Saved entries
********************
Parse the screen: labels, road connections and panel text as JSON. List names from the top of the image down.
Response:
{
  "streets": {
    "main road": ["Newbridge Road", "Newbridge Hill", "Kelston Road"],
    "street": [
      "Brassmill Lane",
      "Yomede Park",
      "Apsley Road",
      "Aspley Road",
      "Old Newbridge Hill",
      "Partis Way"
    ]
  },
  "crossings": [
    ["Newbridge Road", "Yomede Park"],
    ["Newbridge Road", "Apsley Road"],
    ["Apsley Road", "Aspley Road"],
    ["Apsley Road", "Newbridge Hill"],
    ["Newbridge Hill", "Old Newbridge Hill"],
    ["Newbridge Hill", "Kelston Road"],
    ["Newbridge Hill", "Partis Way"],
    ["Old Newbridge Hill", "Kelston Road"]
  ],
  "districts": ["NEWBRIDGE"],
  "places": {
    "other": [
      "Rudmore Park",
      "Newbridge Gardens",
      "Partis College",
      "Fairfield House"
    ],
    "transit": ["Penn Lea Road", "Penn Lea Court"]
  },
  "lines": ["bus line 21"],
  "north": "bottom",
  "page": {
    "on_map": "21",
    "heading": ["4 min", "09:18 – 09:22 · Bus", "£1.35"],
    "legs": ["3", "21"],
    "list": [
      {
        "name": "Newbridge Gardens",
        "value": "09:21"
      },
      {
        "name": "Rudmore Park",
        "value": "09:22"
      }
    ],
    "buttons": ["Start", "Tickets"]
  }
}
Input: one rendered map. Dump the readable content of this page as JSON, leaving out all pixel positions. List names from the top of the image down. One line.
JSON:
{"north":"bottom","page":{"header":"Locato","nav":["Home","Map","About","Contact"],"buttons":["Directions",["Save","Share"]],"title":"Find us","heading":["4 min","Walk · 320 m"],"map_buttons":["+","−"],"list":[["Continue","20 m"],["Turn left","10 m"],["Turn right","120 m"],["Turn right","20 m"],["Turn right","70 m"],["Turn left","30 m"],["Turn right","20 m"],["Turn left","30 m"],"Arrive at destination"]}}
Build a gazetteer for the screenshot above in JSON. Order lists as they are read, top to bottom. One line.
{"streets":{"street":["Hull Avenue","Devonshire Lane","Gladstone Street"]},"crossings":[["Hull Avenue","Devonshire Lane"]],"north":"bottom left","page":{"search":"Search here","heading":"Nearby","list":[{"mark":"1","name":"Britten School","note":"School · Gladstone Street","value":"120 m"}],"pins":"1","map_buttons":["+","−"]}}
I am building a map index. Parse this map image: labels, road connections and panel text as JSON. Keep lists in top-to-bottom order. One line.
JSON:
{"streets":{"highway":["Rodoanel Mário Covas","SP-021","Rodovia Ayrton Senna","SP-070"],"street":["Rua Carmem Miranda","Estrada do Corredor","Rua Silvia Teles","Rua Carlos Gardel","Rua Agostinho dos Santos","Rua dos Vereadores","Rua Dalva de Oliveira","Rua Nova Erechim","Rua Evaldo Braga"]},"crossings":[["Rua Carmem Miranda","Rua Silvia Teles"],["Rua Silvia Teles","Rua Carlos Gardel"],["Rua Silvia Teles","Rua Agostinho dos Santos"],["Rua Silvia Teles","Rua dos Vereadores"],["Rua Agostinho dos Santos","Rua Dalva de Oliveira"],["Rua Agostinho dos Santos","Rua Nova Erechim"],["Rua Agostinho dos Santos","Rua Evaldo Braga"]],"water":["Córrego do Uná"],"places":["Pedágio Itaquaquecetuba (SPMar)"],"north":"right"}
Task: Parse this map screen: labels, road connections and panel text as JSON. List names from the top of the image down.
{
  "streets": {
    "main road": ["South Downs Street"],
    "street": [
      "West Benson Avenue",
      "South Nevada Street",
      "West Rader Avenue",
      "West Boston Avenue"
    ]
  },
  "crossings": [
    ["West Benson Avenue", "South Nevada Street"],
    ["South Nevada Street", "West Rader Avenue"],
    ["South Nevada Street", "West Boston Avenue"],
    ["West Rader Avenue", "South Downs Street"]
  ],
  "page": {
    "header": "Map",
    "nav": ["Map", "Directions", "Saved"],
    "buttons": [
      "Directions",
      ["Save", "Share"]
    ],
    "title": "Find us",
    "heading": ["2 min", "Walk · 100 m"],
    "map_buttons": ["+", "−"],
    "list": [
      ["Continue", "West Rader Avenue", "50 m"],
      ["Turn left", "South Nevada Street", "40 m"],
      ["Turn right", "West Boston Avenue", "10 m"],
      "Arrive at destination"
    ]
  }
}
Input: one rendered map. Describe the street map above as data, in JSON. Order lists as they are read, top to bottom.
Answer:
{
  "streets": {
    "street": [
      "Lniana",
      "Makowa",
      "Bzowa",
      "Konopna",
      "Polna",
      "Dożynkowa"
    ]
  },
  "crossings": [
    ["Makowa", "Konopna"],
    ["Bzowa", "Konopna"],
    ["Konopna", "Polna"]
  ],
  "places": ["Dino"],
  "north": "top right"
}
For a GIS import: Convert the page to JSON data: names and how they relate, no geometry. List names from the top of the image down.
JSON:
********************
If a line of the data above contains "Input", copy it out.

Input: one rendered map. Dump the readable content of this page as JSON, leaving out all pixel positions. List names from the top of the image down. One line.
Input: one rendered map. Describe the street map above as data, in JSON. Order lists as they are read, top to bottom.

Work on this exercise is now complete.